Nobre: [A mídia] teve extrema dificuldade em fazer a mediação cultural entre o julgamento e a sociedade. Quem pinçava as frases não estava preocupado em entender o conjunto do voto de um ministro ou o conjunto do processo.

De Grandis: No meu dia a dia, na 6ª vara criminal de São Paulo, vejo vários processos de lavagem de dinheiro do sistema financeiro, parecidos com o mensalão. Minha frustração é não ver a sentença condenatória ser concretizada, por força do sistema jurídico.

Nobre: Algo lamentável na história recente do Brasil é ter ido por água abaixo a operação Castelo de Areia. Com ela, veríamos exatamente onde estão os entes privados que não aparecem nesses casos de corrupção.

De Grandis: A questão da cegueira deliberada também envolve a participação dos entes particulares, das instituições financeiras e outras atividades em que pode haver lavagem de dinheiro. Para mim, é a grande novidade no STF. (…) A lavagem de dinheiro, no Brasil, só se pune dolosamente.

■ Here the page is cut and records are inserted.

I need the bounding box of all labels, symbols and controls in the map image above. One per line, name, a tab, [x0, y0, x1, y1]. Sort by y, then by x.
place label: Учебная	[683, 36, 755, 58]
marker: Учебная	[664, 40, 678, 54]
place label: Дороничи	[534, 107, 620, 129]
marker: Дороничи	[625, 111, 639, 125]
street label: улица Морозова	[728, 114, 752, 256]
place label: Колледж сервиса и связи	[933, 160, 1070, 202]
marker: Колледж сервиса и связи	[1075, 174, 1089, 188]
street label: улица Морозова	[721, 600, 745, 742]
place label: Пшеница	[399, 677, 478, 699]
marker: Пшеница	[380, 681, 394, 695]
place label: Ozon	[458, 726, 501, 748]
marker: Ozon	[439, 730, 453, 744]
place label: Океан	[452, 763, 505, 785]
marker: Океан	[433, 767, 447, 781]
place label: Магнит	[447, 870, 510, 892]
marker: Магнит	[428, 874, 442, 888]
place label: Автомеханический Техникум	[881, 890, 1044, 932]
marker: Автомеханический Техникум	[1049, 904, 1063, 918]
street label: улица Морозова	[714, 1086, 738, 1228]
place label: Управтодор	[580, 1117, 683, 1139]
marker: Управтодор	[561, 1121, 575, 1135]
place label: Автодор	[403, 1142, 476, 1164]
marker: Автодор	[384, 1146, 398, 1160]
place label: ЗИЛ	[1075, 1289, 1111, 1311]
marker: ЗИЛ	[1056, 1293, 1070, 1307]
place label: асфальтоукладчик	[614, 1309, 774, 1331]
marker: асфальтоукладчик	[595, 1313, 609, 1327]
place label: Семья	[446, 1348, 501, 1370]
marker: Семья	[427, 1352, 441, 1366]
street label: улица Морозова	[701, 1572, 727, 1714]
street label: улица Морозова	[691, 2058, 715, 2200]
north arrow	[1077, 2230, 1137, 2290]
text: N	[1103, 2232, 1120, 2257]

Diferentemente da Alemanha ou da Espanha, não criminalizamos a conduta culposa de lavagem de dinheiro.

Rezek: Até agora, as penas do setor privado, reunindo os núcleos operacional e financeiro, são suntuosamente superiores às do setor público, do núcleo político. Isso poderá sacudir a sociedade brasileira, para que se torne igualmente exigente com o setor privado e o público. Há uma tradição no Brasil de extrema leniência com o setor privado.

Nobre: Uma coisa que o debate público não ressaltou é a consistência dos votos. (…) Pareceu, na discussão pública, que existia um voto, que era o voto correto, o do ministro Joaquim Barbosa, e um voto protelatório, ou de defesa, o do ministro Ricardo Lewandowski. É um absurdo.

Rezek: [Joaquim Barbosa] tem um dos currículos mais exuberantes da história do Tribunal. Poucas vezes se viu, no STF, alguém que, em virtude da sua formação acadêmica múltipla, seria capaz de proferir uma conferência hoje em Paris, uma outra, amanhã, em São Francisco, e uma terceira, semana que vem, em Heidelberg.

Nobre: O Joaquim Barbosa que vimos como relator, eu acho, vai se transferir para a presidência do Conselho Nacional de Justiça.

De Grandis: Estou curioso em relação ao comportamento de Joaquim Barbosa no CNJ, porque sabemos que o ministro tem posições muito próprias.

Comentários

  1. Não existe juridiquês que legitime a defesa do esquema de corrupção que as investigações desnudaram… O único limítrofe que assegurou nada saber sobre o caso é o nosso conhecido anti-herói tupiniquim, aquela espécie de macunaíma sindical…

  2. A Justiça brasileiro não é baseada em precedentes. Mesmo o Supremo, muda sua Jurisprudência ao sabor do vento, de acordo com o jogo político de interesses envolvido. Assim, o julgamento do Mensalão nem de longe representa alguma “mudança de paradigma” ou coisa do gênero.